NEW DELHI : The 12 major ports of India handled 393.73 million tonnes cargo during the first six months of this fiscal year, representing a 2.35 per cent rise over the same period of the last fiscal and underscoring a deceleration in the pace of growth.
Cargo traffic during April-September, 2022, in the government-owned major ports had risen 10.8 per cent from the corresponding period of the previous year as the economy rebounded from the aftershock of the Covid pandemic.
The major ports had handled 384.17 MT cargo during April-September of FY23 compared to 346.87 MT during the corresponding period of FY22. The momentum witnessed during H1FY23 was carried throughout the year and the 12 ports handled an all-time high of 795 million tonne cargo.
A granular look into the broader categories of cargo handled revealed that thermal and steam coal, logged a 6.36 per cent decline over the previous year. Thermal / steam coal ranks third by tonnage among all cargoes handled by major ports after petroleum and containers.
Thermal coal had logged a growth of 19.8 per cent in H1FY23 over the corresponding period of the previous fiscal as imports had surged on the back of a central directive to mix imported coal with domestic variants in the wake of an acute power shortage faced by large parts of the country.
Growth in other cargoes, which include all other categories outside petroleum, thermal and steam coal, coking coal, iron ore, fertilisers, containers and edible oils, declined by 11.93 per cent in H1FY24.
On the upside, a 34.12 per cent rise in iron ore and pellet movement (mostly export) was observed to 26.11 MT in H1FY24 compared to 19.47 MT in H1FY23. Volume had suffered during April-September of FY23 due to the export duty on iron ore and pellet which was imposed in late May of 2022. The duty was subsequently withdrawn from November.

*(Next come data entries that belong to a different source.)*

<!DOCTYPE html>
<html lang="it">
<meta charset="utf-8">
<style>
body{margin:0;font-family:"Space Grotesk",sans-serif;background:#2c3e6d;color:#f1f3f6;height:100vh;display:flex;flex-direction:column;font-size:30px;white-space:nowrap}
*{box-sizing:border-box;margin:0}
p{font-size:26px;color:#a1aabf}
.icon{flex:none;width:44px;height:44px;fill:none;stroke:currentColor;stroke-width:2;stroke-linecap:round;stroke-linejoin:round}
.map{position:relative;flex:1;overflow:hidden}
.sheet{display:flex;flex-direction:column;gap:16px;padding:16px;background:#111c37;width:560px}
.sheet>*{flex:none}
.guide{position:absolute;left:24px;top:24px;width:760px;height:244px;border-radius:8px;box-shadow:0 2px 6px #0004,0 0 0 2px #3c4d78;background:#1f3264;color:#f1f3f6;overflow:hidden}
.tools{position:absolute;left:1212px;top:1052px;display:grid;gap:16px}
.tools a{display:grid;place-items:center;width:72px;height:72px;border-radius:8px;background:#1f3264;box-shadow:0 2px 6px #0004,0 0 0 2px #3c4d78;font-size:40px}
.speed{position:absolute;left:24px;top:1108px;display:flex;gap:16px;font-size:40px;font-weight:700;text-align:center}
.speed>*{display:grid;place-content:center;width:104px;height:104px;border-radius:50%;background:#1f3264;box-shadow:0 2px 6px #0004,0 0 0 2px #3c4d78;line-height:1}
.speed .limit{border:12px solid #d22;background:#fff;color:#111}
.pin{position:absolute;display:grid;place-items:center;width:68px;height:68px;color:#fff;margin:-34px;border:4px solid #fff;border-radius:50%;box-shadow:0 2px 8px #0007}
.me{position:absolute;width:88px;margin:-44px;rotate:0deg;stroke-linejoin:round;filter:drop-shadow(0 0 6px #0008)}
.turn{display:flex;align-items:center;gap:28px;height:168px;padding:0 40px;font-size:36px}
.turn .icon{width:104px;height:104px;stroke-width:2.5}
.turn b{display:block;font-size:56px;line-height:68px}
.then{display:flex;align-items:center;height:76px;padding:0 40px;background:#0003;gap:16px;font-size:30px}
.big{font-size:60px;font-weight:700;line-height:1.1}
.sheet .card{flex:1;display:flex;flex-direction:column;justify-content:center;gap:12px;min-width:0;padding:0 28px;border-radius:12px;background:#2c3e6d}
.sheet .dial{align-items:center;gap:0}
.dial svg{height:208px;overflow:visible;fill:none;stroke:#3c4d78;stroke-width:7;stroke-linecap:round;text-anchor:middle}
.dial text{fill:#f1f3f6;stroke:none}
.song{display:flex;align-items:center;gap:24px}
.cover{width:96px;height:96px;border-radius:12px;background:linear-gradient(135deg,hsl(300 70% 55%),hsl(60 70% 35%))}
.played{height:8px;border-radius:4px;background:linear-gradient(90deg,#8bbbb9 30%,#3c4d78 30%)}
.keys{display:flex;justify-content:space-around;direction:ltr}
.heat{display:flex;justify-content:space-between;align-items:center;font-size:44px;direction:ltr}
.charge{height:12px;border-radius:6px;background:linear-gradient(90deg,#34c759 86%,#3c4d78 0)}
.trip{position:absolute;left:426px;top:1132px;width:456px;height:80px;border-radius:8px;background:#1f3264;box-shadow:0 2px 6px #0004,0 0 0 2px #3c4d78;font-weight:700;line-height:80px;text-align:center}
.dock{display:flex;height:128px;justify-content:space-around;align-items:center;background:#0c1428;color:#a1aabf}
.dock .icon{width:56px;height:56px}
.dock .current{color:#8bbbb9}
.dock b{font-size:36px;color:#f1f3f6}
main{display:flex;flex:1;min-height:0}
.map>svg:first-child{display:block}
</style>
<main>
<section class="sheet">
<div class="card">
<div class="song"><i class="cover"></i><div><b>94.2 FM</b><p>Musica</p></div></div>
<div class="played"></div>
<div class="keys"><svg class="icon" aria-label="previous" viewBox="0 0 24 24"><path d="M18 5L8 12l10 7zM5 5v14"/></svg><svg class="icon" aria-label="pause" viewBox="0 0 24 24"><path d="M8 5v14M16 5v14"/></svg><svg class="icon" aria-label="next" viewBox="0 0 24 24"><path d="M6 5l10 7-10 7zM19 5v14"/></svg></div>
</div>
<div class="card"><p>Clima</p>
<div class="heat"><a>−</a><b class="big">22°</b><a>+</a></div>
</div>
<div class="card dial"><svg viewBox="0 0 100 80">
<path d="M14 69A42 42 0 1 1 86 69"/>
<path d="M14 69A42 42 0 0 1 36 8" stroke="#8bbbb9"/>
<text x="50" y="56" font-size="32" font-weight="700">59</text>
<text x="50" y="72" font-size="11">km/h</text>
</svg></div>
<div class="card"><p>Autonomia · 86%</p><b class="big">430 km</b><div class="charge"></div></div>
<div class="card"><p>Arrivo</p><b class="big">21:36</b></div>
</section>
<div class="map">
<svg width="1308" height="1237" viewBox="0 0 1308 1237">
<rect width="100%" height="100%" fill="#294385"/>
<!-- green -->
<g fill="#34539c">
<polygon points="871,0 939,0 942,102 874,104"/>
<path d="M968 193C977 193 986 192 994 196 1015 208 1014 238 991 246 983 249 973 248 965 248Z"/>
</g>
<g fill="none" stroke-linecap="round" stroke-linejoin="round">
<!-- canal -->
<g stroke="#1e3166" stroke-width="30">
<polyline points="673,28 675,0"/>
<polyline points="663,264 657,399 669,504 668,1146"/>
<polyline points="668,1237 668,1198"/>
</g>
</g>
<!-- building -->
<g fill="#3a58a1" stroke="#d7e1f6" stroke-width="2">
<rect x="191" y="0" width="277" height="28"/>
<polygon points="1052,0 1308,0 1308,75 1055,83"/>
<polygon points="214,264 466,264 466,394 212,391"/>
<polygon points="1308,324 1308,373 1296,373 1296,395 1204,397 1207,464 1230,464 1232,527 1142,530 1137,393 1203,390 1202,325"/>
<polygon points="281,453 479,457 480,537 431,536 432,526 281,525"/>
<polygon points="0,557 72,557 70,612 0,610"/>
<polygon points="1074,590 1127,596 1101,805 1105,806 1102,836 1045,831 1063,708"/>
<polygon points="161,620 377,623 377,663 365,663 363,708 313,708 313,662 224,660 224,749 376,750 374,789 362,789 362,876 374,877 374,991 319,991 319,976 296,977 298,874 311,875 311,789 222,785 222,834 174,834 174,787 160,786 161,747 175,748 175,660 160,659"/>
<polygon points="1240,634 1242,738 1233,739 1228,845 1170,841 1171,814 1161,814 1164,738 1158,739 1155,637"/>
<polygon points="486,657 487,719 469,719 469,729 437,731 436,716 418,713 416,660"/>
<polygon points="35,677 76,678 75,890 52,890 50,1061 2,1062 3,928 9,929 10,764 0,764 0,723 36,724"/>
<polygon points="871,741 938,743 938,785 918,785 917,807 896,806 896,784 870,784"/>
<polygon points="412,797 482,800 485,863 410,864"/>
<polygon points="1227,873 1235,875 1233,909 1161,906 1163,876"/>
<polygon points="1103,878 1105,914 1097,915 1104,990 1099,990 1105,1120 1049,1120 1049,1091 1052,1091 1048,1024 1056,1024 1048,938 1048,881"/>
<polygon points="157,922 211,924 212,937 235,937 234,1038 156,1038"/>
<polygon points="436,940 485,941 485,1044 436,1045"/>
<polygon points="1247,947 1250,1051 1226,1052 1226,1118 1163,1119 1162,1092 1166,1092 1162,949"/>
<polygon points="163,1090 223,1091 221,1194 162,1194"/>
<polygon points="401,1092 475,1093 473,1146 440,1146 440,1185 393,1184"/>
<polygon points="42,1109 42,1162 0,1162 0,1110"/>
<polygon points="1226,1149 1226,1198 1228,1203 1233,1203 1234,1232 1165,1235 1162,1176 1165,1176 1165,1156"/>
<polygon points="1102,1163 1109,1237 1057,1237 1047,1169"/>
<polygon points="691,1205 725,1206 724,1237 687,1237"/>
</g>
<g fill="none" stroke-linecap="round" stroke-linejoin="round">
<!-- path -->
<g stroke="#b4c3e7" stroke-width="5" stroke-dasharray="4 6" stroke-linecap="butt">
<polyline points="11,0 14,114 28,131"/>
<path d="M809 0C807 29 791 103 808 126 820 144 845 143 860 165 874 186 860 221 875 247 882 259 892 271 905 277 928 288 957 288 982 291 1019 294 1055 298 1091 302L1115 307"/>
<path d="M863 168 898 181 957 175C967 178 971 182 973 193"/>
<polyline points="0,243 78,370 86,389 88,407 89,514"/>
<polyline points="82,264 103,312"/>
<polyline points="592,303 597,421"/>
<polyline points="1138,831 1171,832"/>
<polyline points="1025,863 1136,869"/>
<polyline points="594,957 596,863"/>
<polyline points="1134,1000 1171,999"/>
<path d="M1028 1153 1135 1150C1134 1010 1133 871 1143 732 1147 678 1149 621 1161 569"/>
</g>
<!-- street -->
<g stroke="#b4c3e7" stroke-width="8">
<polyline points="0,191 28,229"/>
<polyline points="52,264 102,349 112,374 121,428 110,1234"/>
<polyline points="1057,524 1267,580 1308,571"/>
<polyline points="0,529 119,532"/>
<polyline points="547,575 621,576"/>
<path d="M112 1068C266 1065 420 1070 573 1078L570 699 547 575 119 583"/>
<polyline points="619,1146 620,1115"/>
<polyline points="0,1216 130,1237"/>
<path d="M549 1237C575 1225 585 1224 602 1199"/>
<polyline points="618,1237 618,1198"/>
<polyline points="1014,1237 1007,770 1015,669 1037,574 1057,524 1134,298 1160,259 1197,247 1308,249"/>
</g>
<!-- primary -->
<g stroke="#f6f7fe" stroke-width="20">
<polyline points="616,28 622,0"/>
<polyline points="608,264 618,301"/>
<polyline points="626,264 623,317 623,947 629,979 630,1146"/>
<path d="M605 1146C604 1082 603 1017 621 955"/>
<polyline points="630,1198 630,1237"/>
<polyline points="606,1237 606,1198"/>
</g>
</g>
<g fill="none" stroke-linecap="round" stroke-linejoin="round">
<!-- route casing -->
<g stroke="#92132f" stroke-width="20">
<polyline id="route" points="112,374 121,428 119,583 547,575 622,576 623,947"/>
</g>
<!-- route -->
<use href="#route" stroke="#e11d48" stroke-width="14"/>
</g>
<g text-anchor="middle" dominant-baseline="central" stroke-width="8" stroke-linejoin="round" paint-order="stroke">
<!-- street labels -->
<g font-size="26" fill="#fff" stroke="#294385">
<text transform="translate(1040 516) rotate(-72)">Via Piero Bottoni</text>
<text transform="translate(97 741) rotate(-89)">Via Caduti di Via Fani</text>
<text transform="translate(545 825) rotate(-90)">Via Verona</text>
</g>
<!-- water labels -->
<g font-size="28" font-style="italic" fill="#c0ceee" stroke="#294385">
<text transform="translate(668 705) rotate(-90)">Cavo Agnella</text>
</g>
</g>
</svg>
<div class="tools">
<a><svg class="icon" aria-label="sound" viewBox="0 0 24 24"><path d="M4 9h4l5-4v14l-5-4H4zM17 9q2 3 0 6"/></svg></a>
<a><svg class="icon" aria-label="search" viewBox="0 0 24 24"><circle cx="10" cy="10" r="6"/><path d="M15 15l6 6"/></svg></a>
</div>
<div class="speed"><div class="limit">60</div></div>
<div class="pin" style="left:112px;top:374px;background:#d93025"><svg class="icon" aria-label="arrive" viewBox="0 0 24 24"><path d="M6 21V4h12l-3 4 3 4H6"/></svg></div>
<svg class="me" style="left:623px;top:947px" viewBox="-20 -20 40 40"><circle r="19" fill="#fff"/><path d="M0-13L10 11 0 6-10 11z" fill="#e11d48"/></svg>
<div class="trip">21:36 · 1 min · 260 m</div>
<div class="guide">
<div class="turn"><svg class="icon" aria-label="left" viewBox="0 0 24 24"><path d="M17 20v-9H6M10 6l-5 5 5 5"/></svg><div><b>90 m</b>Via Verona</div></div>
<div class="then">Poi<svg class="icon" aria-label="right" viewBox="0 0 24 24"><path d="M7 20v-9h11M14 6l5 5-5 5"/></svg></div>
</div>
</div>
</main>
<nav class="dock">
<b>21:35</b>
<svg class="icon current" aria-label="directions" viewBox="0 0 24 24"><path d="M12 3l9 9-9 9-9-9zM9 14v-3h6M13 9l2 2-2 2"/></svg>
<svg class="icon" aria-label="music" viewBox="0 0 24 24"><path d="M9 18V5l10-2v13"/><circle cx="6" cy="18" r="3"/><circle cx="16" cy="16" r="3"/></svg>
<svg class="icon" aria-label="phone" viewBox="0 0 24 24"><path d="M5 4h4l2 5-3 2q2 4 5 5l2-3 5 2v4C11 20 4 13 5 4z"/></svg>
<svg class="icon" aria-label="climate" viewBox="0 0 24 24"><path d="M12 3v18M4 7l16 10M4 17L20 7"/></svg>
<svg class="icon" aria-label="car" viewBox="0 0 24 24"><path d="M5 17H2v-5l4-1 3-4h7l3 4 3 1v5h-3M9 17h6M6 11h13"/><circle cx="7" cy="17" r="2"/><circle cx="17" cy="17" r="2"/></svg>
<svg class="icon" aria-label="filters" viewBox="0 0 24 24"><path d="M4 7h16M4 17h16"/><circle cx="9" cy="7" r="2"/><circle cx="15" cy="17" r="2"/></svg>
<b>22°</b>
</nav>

While the growth of major ports decelerated, India’s largest port operator Adani Ports and Special Economic Zone managed to clock a 14.14 per cent jump in cargo to 202.6 MT in H1FY24, on the back of an 11 per cent rise witnessed in H1FY23.
Incidentally, Kandla Port (renamed as Deendayal), which is 71 kilometre away from Adani’s Mundra port, recorded a 8.35 per cent fall in the first half. Paradip, Mumbai, JNPA and New Mangalore reported healthy growth.
Syama Prasad Mookerjee Port, formerly Calcutta Port Trust, recorded a mere 0.81 per cent rise in H1FY24, underperforming the peers.
The twin-dock system at Haldia and Calcutta handled 31.15 MT cargo, compared to 30.9 MT in H1FY23. Haldia’s volume inched up a mere 0.15 per cent to 22.88 MT compared to 22.84 MT. Calcutta reported a 2.67 per cent rise to 8.27 MT in H1FY24 compared to 8.06 MT in H1FY23.
However, port officials held out hope for the second half of the year. “The pace of growth is expected to be higher in the remaining months of the fiscal as we will start transhipment operations of capesize vessels at the anchorage point more often after October 15,” Mr. Rathendra Raman, Chairman of SMP, told.
Due to paucity of river draught, large vessels like capesize cannot call at Haldia or Calcutta. To address it, the port carries out transhipment operations — unloading cargo from large ships to smaller ones at high sea by floating cranes mounted on vessels — at Sandheads. While the port is attempting to make it a round-the-year affair, the momentum is usually seen post monsoon when the sea is calmer.
SMP handled 65.66 MT cargo, the highest in its 153-year history in FY23, logging a 12.87 per cent growth over the previous fiscal. During H1FY23, the docks saw a 11.72 per cent rise over H1FY22.